CCSR studies are not intended solely for education scholars or district leaders. Central to our work is the CCSR mission to stimulate evidence-driven discourse on vital issues facing Chicago's public schools among all school staff, civic leaders, parents, students, and community activists.
We are committed to better understanding the fundamental practices and conditions that advance student learning. Our studies fall into four main categories:
Long-term studies of particular CPS policies or practices
We select research topics that not only have enduring significance locally, but also have implications nationally. A notable example is our series of studies in the mid-1990s about the importance of providing students with intellectually challenging instruction, which built awareness of this issue within CPS. District leaders drew upon this research as CPS developed its 2002 Education Plan.

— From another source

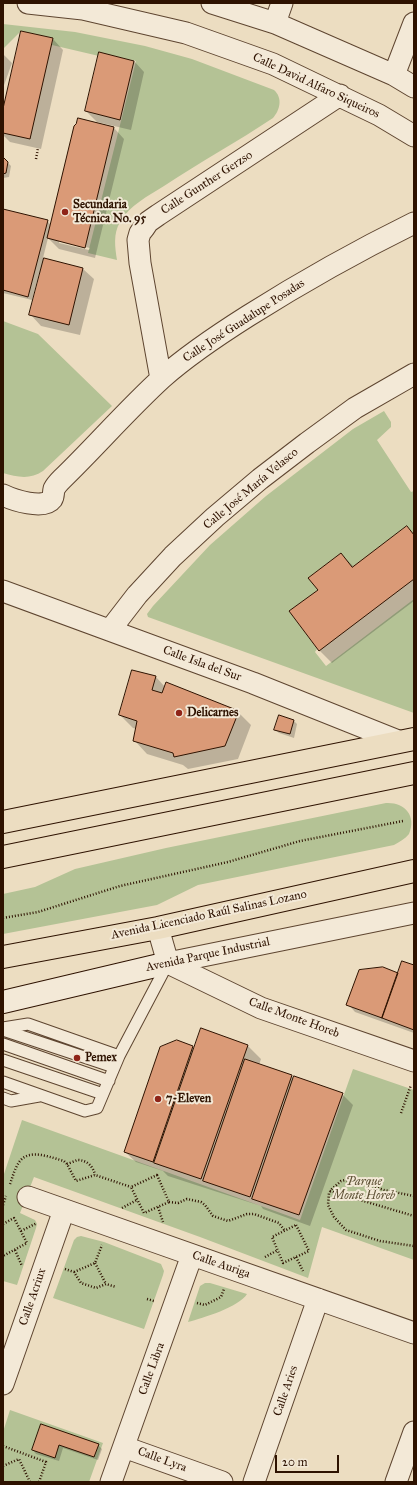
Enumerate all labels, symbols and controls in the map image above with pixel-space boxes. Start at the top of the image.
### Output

Statistical indicators and reporting of long-term trends in CPS
Our researchers have particular expertise in analyzing achievement test scores and in developing value-added measures of school improvement based on these scores. We have created and reported on other performance indicators, including graduation and dropout statistics, an indicator of whether students are on track to graduate, and indicators of patterns in courses taken by high school students.
Reports on key conditions and attitudes at individual CPS schools
We create confidential, individualized reports for schools by consolidating data from our biannual surveys. These reports provide schools with extensive information on vital aspects of their climate and practices, which can assist in their school improvement planning. We also provide schools with analyses on their student outcomes, such as graduation rates and value-added measures of student performance.
Short-term evaluations and research assistance
CCSR staff help local organizations and institutions in evaluating a range of education programs. Our research analysts also support academic researchers at the University of Chicago and other universities by assembling and helping to analyze our data for studies on urban education.